> **EXERCISE INSTRUCTIONS**: Looking at each line of the data below, tally those that contain the word "content" and give only the total.
DATASET ENTRIES Start Marker
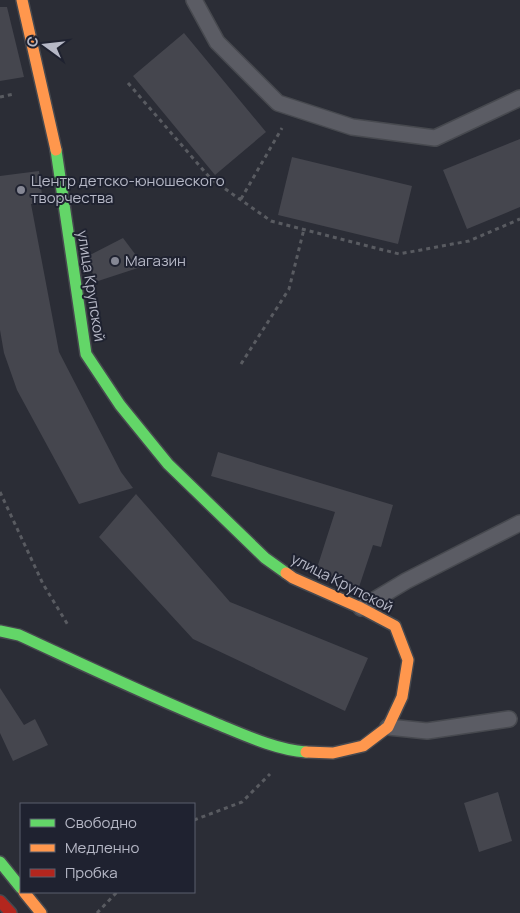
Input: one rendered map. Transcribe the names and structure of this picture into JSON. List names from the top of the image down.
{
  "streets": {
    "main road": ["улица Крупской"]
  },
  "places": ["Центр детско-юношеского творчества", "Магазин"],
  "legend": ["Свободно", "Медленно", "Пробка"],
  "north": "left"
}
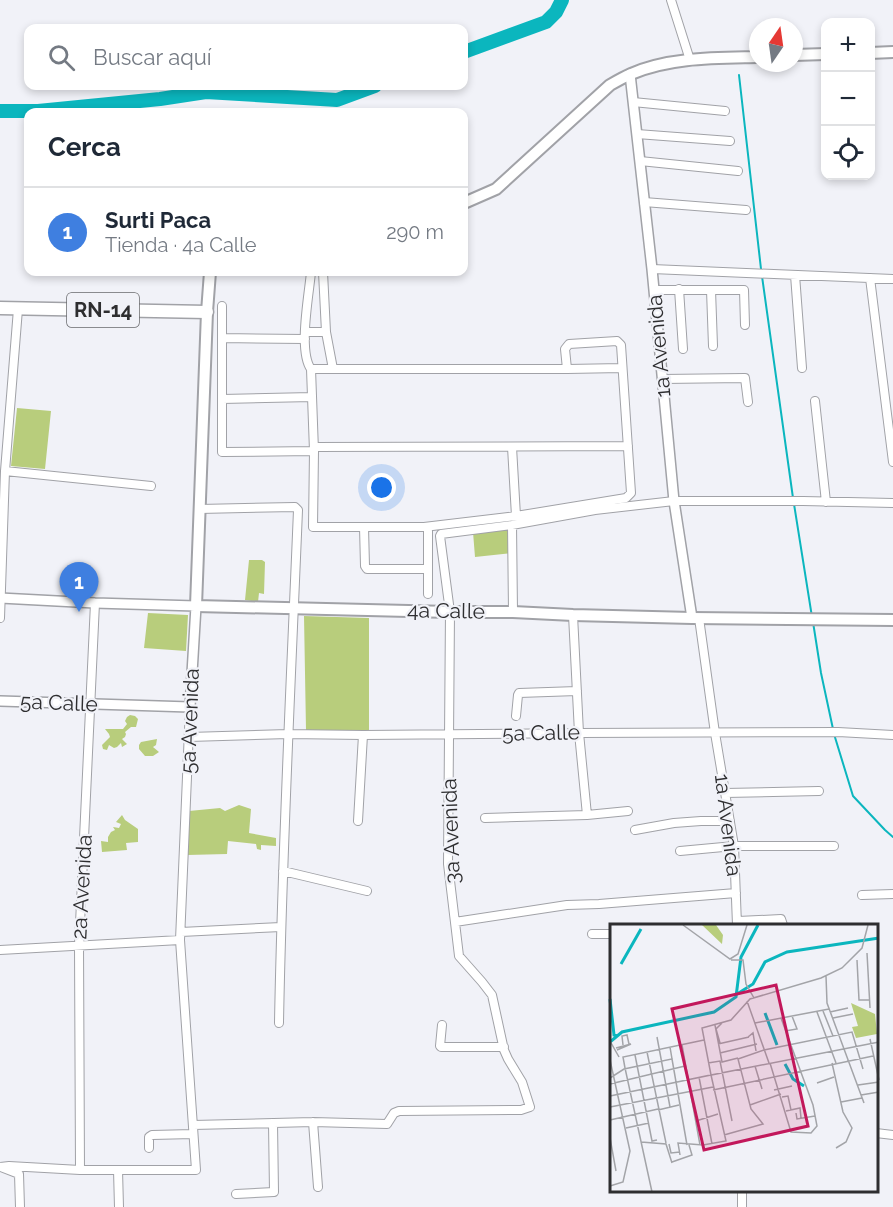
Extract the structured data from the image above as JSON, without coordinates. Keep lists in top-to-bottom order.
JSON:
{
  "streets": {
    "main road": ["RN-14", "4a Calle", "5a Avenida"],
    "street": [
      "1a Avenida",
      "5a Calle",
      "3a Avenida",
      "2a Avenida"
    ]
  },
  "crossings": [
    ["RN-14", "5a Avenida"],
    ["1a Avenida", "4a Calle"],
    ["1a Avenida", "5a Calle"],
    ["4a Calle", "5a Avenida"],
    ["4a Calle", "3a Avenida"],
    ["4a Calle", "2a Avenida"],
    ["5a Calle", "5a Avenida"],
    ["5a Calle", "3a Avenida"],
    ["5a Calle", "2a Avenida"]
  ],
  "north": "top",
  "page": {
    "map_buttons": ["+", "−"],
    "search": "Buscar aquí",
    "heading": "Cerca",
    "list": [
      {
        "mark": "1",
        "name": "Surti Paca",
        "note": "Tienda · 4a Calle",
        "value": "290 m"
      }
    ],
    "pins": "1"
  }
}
DATASET ENTRIES End Marker
DATASET ENTRIES Start Marker
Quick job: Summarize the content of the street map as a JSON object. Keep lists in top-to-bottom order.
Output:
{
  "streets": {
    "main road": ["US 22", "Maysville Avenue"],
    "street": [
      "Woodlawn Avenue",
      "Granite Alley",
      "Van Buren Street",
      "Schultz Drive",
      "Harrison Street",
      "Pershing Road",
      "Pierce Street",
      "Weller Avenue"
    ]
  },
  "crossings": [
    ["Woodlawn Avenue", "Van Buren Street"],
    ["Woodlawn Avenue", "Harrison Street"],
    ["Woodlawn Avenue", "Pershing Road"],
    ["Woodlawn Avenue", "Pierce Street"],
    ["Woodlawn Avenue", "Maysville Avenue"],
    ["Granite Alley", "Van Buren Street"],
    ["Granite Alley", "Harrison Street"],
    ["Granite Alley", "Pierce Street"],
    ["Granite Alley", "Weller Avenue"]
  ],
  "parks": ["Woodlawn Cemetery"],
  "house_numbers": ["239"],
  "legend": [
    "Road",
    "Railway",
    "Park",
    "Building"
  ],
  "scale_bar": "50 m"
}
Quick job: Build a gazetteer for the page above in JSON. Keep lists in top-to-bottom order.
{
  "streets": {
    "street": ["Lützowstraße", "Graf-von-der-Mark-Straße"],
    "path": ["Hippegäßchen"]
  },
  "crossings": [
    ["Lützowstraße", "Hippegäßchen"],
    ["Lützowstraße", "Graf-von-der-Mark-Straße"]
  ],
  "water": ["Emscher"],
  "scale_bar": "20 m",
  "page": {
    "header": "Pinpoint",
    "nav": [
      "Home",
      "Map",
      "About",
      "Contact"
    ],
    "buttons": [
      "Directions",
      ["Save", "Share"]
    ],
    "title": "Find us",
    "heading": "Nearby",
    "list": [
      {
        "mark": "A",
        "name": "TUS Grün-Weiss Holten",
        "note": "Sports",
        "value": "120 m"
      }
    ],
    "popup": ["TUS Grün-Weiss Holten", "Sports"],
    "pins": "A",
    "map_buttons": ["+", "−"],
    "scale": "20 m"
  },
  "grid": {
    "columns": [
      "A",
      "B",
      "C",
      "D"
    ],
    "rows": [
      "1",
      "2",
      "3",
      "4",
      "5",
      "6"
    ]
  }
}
DATASET ENTRIES End Marker
DATASET ENTRIES Start Marker
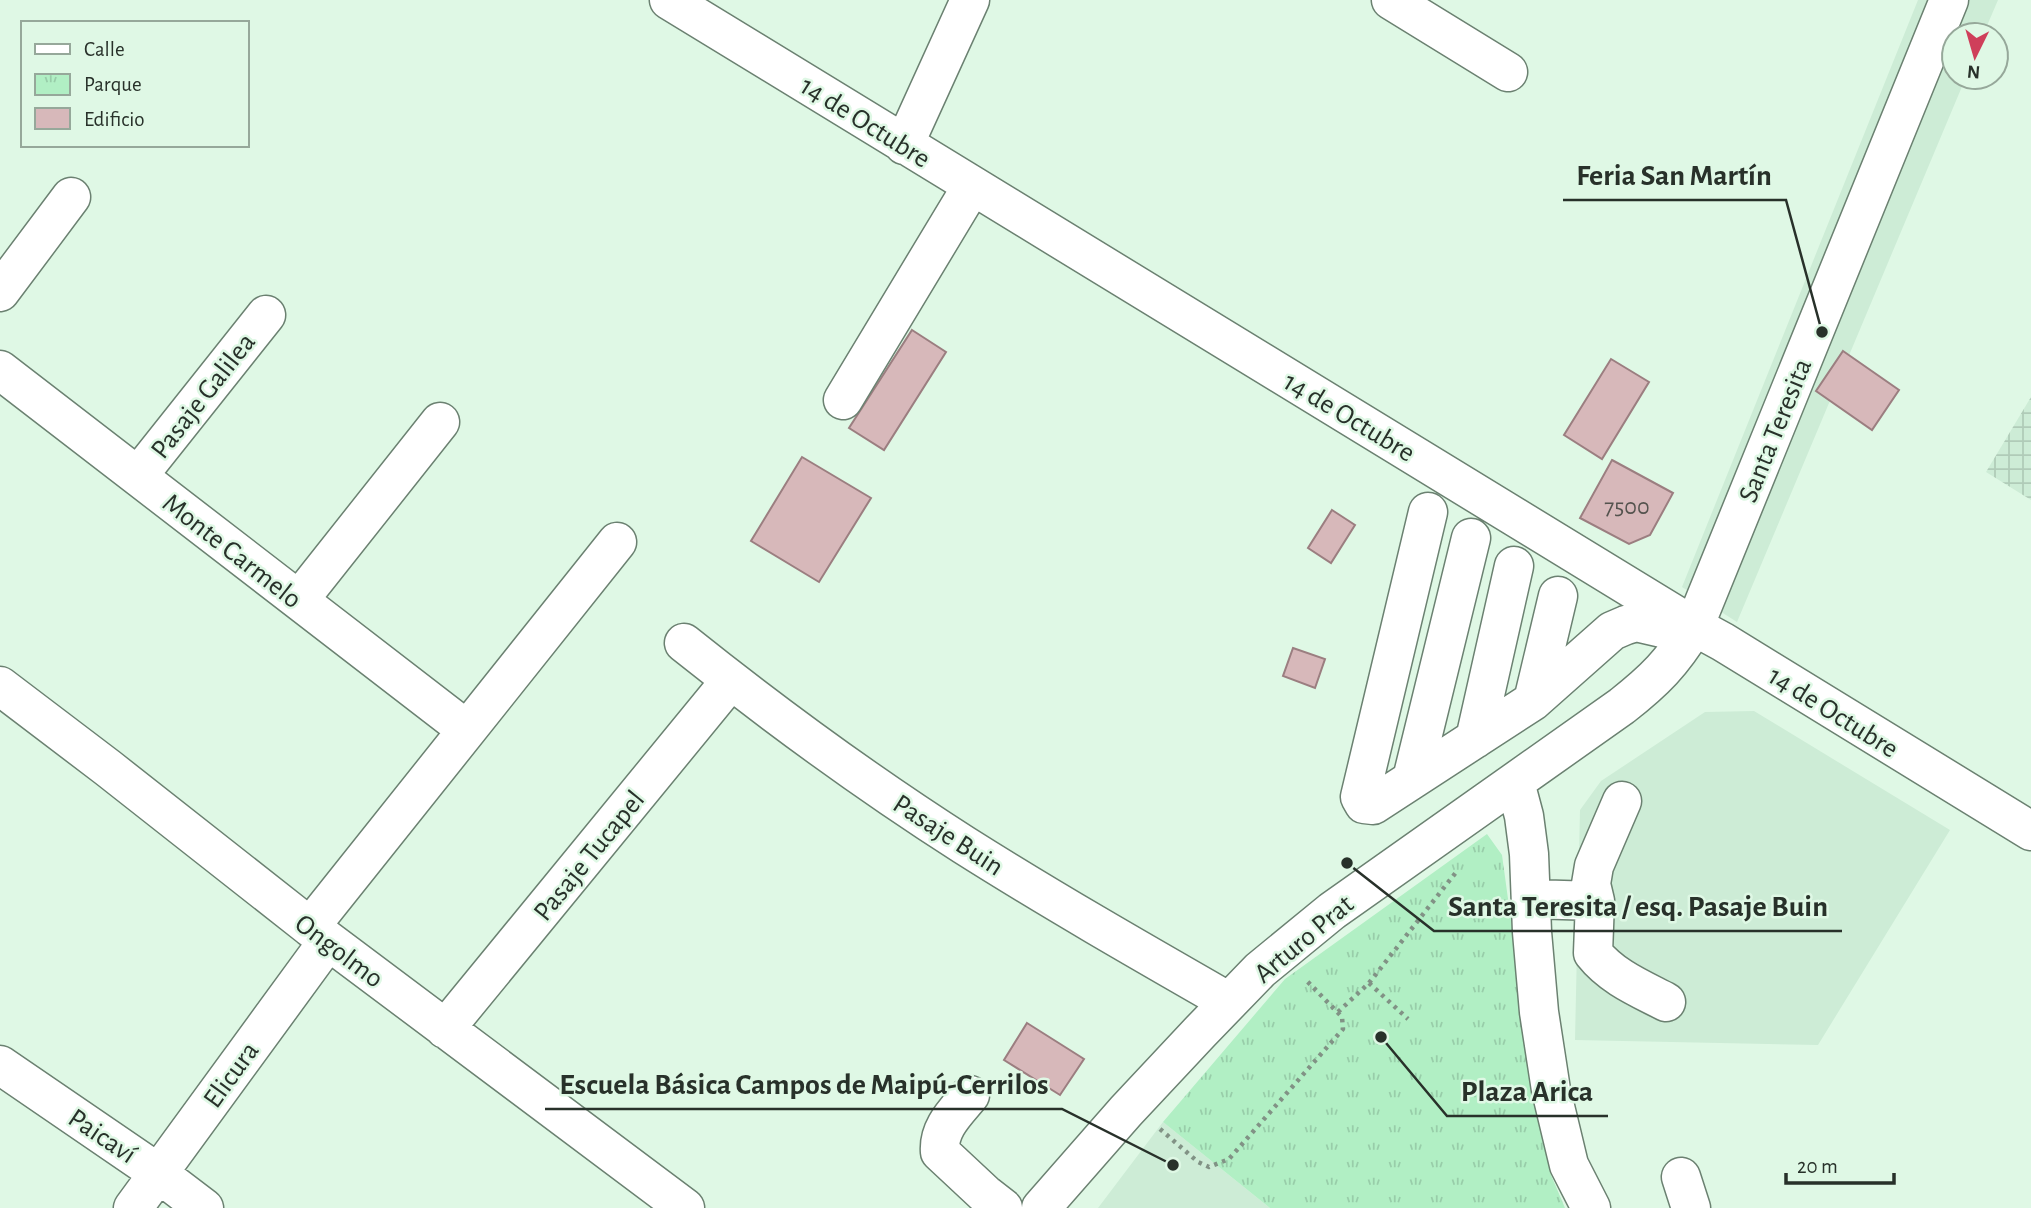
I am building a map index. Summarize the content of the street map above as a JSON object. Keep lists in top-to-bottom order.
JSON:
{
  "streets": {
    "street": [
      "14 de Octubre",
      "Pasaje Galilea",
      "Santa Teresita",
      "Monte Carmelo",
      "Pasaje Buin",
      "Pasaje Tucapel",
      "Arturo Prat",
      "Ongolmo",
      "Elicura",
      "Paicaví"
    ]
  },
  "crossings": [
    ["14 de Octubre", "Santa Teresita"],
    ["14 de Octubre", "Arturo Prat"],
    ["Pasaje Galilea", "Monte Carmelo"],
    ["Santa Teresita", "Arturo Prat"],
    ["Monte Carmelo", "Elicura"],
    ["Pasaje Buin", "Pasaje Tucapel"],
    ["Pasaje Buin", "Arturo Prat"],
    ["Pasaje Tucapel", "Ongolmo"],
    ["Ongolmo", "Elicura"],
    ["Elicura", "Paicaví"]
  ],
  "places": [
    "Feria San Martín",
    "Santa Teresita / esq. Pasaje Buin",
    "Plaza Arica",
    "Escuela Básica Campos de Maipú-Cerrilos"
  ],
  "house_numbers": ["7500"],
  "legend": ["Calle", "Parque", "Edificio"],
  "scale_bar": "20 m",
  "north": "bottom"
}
DATASET ENTRIES End Marker
> **RESULT OF THE TASK**: 2